[EM] Voting as duty (was ties & truncation)

Abd ulRahman Lomax abd at lomaxdesign.com
Thu Sep 15 06:24:30 PDT 2005


At 05:17 PM 9/14/2005, Simmons, Forest wrote:
>(1) Pick 400 registered voters at random.  Give them time off work, 
>and have them study the candidates carefully and decide a tentative 
>winner by some reputable method (like DMC, Shulze, Approval, Asset 
>Voting, etc.)  It will definitely be worth the time for these 
>voters, since there will be an appreciable chance that their votes 
>will be pivotal.
>
>(2) Analyze the ballots from step 1 statistically.  If the results 
>are so decisive that there is less than a one percent chance that a 
>different winner would emerge from the same method involving the 
>entire electorate, then submit the tentative winner to the 
>electorate for ratification by a Yes/No vote. [and more]

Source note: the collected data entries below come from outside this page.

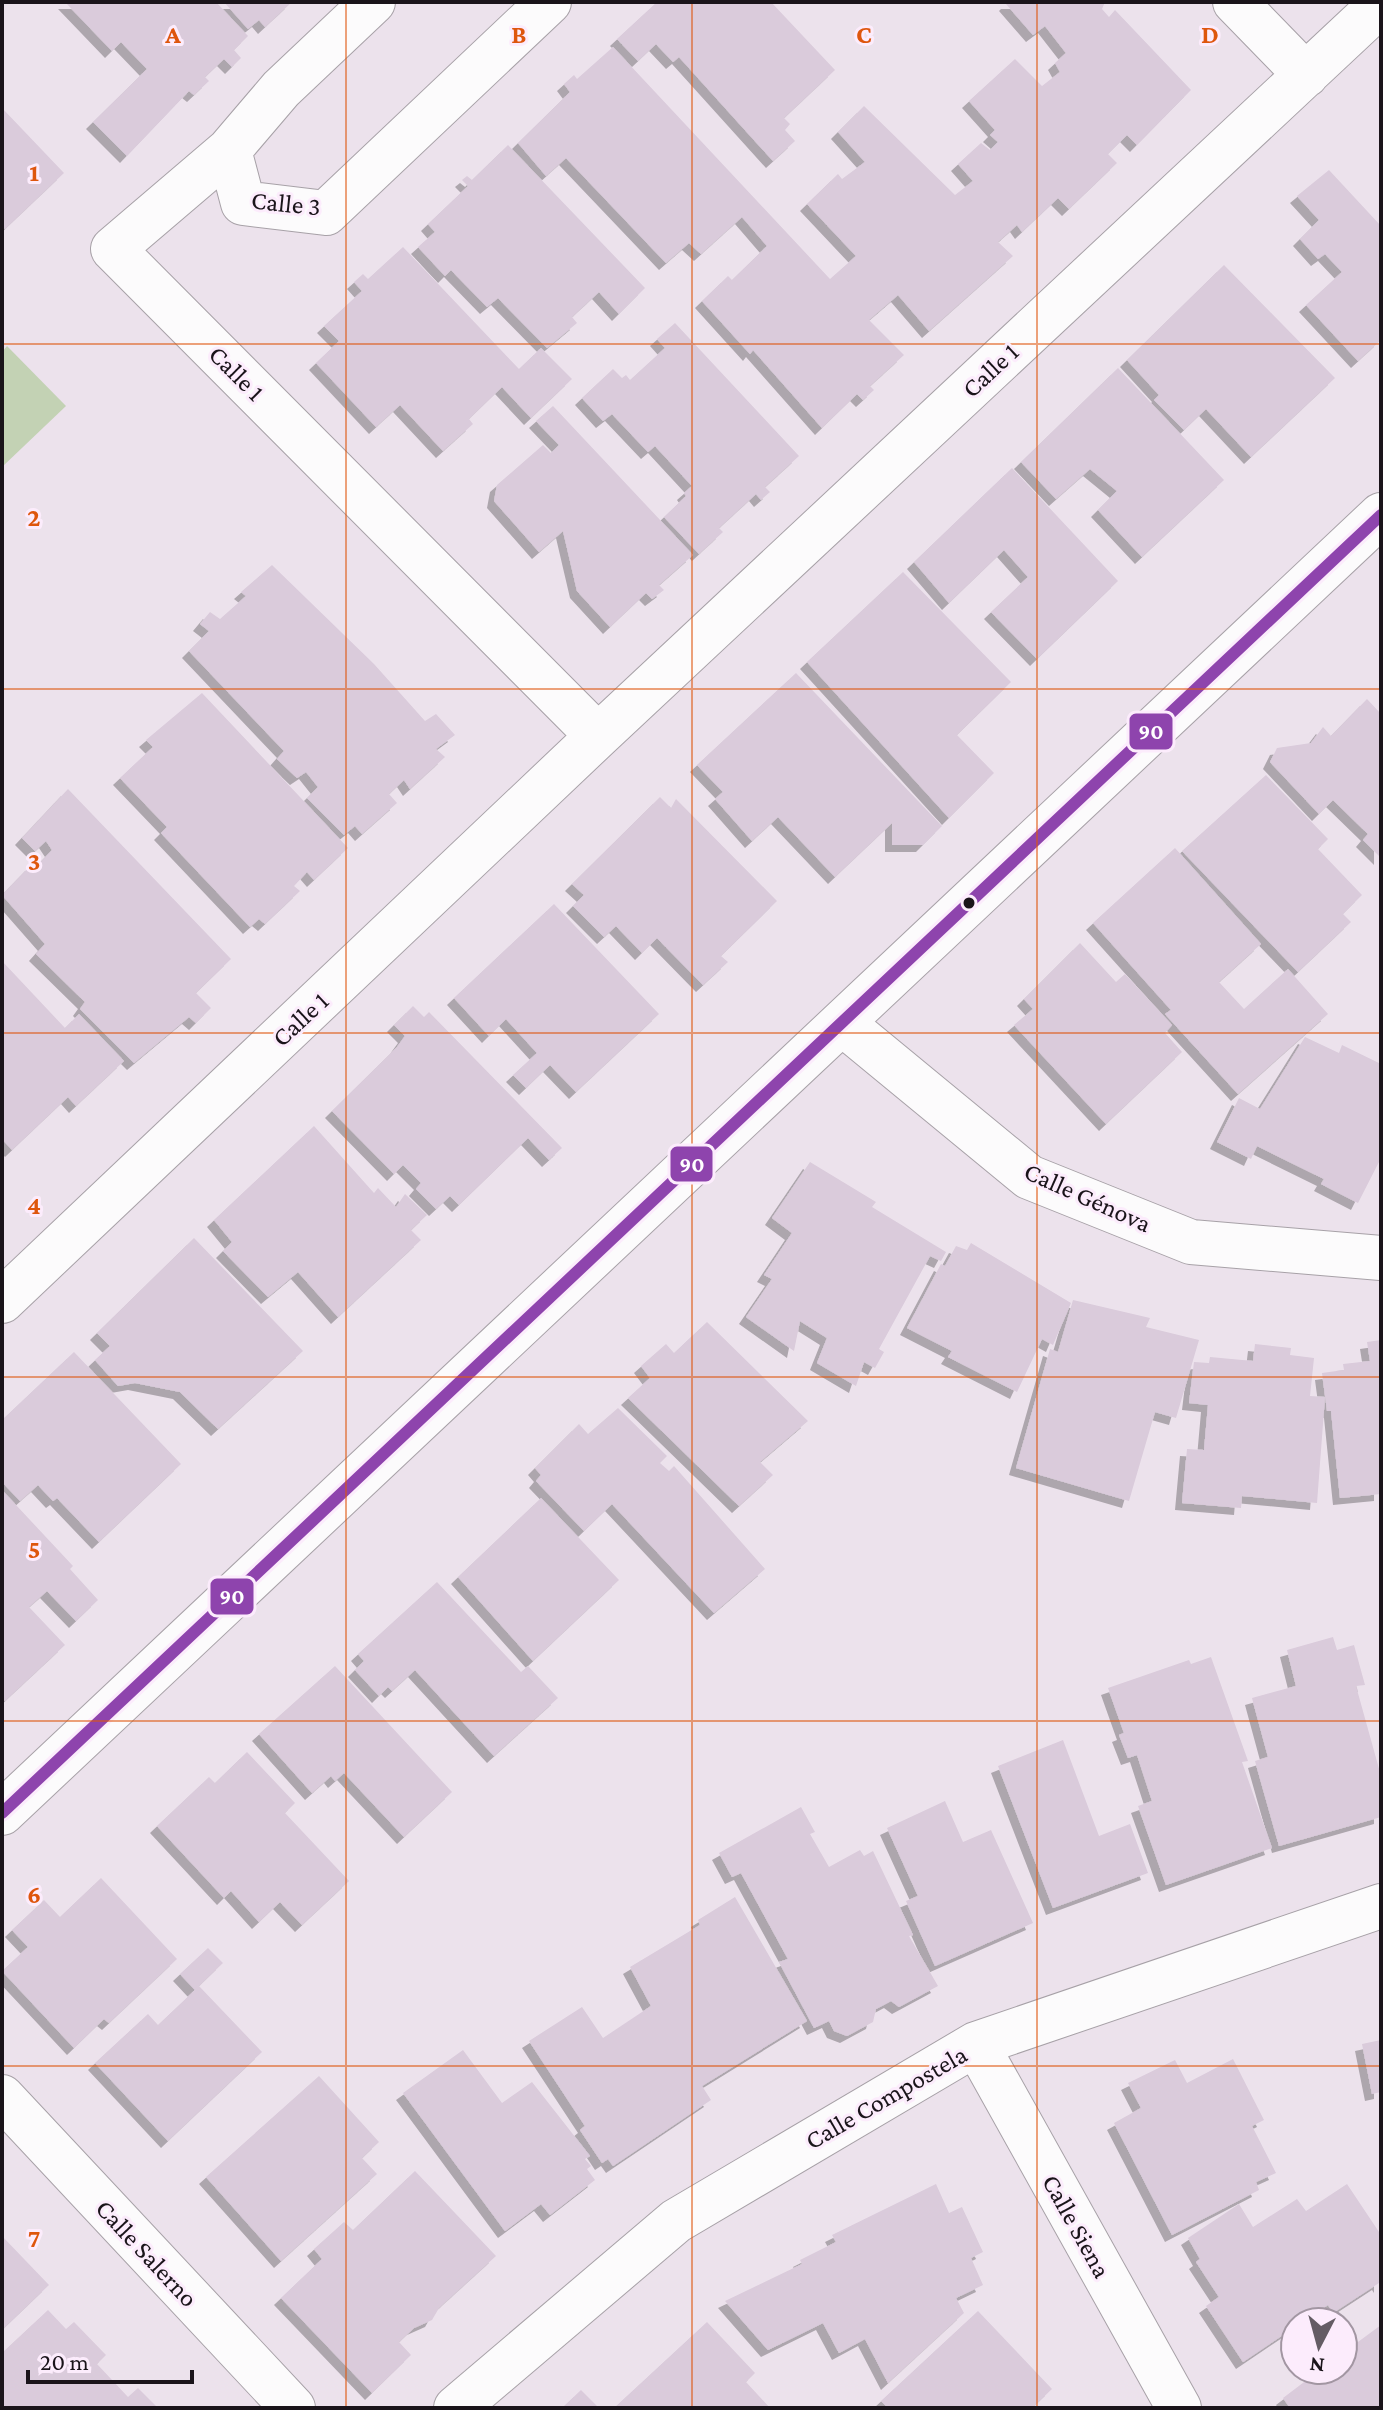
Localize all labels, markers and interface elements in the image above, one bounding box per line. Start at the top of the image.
text: A [164,20,181,49]
text: B [511,20,527,49]
text: C [856,20,872,49]
text: D [1201,20,1219,49]
text: 1 [29,158,39,187]
street label: Calle 3 [250,185,322,222]
street label: Calle 1 [956,337,1024,403]
street label: Calle 1 [203,340,270,407]
text: 2 [27,503,41,532]
line badge: 90 [1128,712,1174,751]
text: 90 [1138,719,1164,744]
text: 3 [28,847,40,876]
unlabelled marker [961,895,977,911]
street label: Calle 1 [266,986,334,1052]
line badge: 90 [669,1145,714,1183]
text: 90 [679,1152,705,1177]
street label: Calle Génova [1020,1157,1156,1238]
text: 4 [27,1191,41,1220]
text: 5 [28,1535,40,1564]
line badge: 90 [209,1577,255,1616]
text: 90 [219,1584,245,1609]
text: 6 [27,1880,41,1909]
street label: Calle Compostela [800,2039,972,2155]
street label: Calle Siena [1036,2170,1117,2283]
street label: Calle Salerno [90,2194,204,2313]
text: 7 [28,2224,40,2253]
north arrow [1279,2306,1359,2386]
scale bar [28,2334,192,2384]
text: 20 m [40,2348,89,2375]
text: N [1308,2352,1326,2379]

The idea of using a committee, essentially, to select a tentative 
winner is an excellent one, and parallels my own ideas in a way. If 
the committee is statistically unbiased, it should work. Tricky to 
ensure that, however.

It would be a good idea to have *any* election result that is below a 
clear and general consensus (supermajority definition not stated 
here) be submitted to a ratification vote. This effectively forces 
voters to approve or disapprove of the result. Thus, in the end, it 
is Approval which has been used, in a way, with a very significant 
tweak that deals with straight-ticket, truncated votes.

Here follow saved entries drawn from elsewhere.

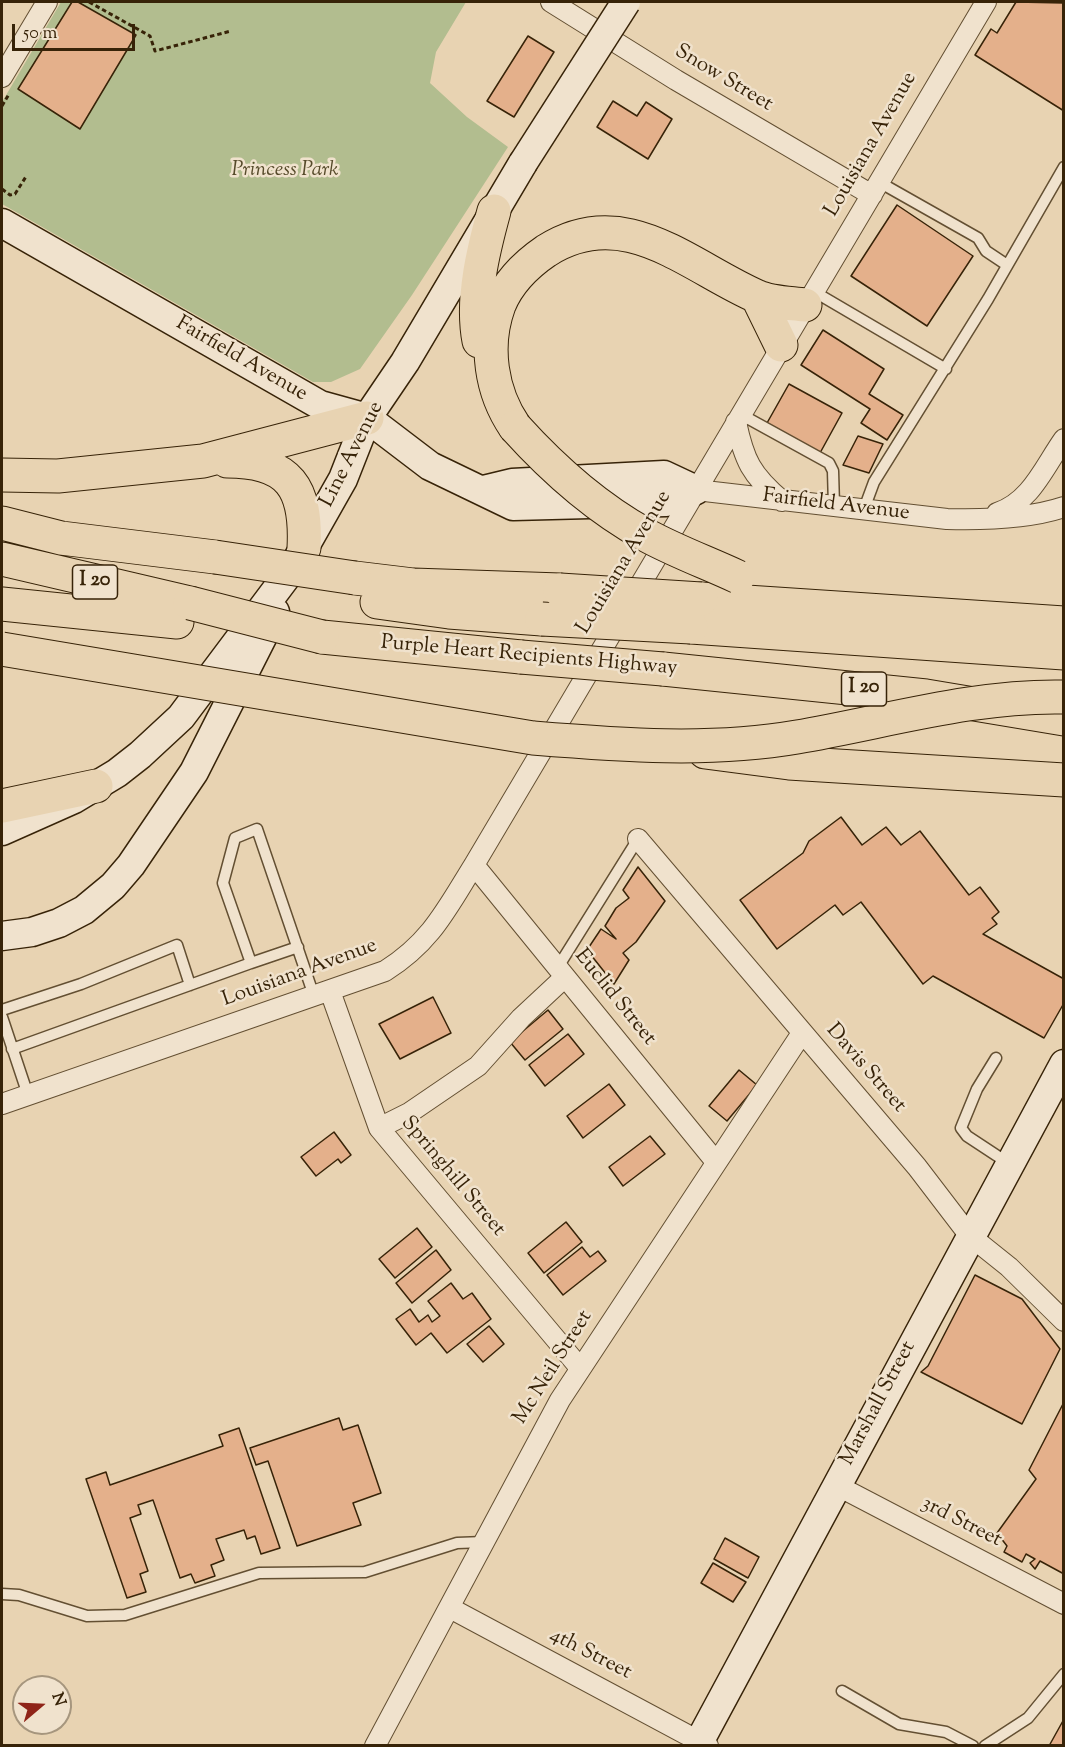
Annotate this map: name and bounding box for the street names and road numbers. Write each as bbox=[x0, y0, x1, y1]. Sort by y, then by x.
street label: Snow Street bbox=[669, 40, 777, 118]
street label: Louisiana Avenue bbox=[820, 68, 924, 222]
street label: Fairfield Avenue bbox=[171, 312, 311, 408]
street label: Line Avenue bbox=[316, 398, 390, 512]
street label: Fairfield Avenue bbox=[761, 484, 911, 528]
street label: Louisiana Avenue bbox=[572, 487, 678, 639]
road number: I 20 bbox=[72, 565, 118, 599]
street label: Purple Heart Recipients Highway bbox=[380, 631, 678, 683]
road number: I 20 bbox=[842, 672, 886, 706]
street label: Louisiana Avenue bbox=[219, 934, 381, 1014]
street label: Euclid Street bbox=[568, 945, 660, 1051]
street label: Davis Street bbox=[819, 1019, 911, 1119]
street label: Springhill Street bbox=[394, 1112, 510, 1242]
street label: Mc Neil Street bbox=[509, 1306, 599, 1430]
street label: Marshall Street bbox=[836, 1337, 922, 1471]
street label: 3rd Street bbox=[917, 1492, 1005, 1554]
street label: 4th Street bbox=[545, 1624, 635, 1686]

However, it might be advisable to allow more than one candidate on 
the runoff ballot. Top two (by undefined standards; what about 
Condorcet and Approval winners?) might be appropriate. More than 
that, we would start to get strategic voting in the runoff. Another 
option in the runoff might be () Start Over.

If a majority of the voters want to redo the whole election process, 
it should be their privilege. Presumably the existing office-holders 
would remain pending new results, or there could be statutory caretakers.

However, in my own concepts, instead of some abstract (or possibly 
corrupt) agency choosing voters at random, *the voters* choose 
representatives on the committee, through Delegable Proxy. The 
committee functions deliberatively, instead of aggregatively. The 
committee could be quite a bit smaller. And the result would *still* 
be subjected to a full vote by the general electorate. (Committee 
members would have variable voting power according to the votes they 
received. Alternatively, Asset Voting would be used to create a PR 
Committee that is almost fully representative, while being a peer 
committee, though this introduces constraints that produce the "almost."

In a DP committee, one member might represent a very large percentage 
of the electorate. If the committee size is fixed, this allows 
members to be elected to the committee who represent much smaller 
blocks of voters. This is why DP is more fully representative than 
Asset. However, there could be advantages to peer committees, in 
terms of the encouragement of collegiality.

In the end, the voters should choose their own election methods. And, 
again, DP is a way to do it that would be likely to produce an 
intelligent result, enjoying the broadest possible consensus.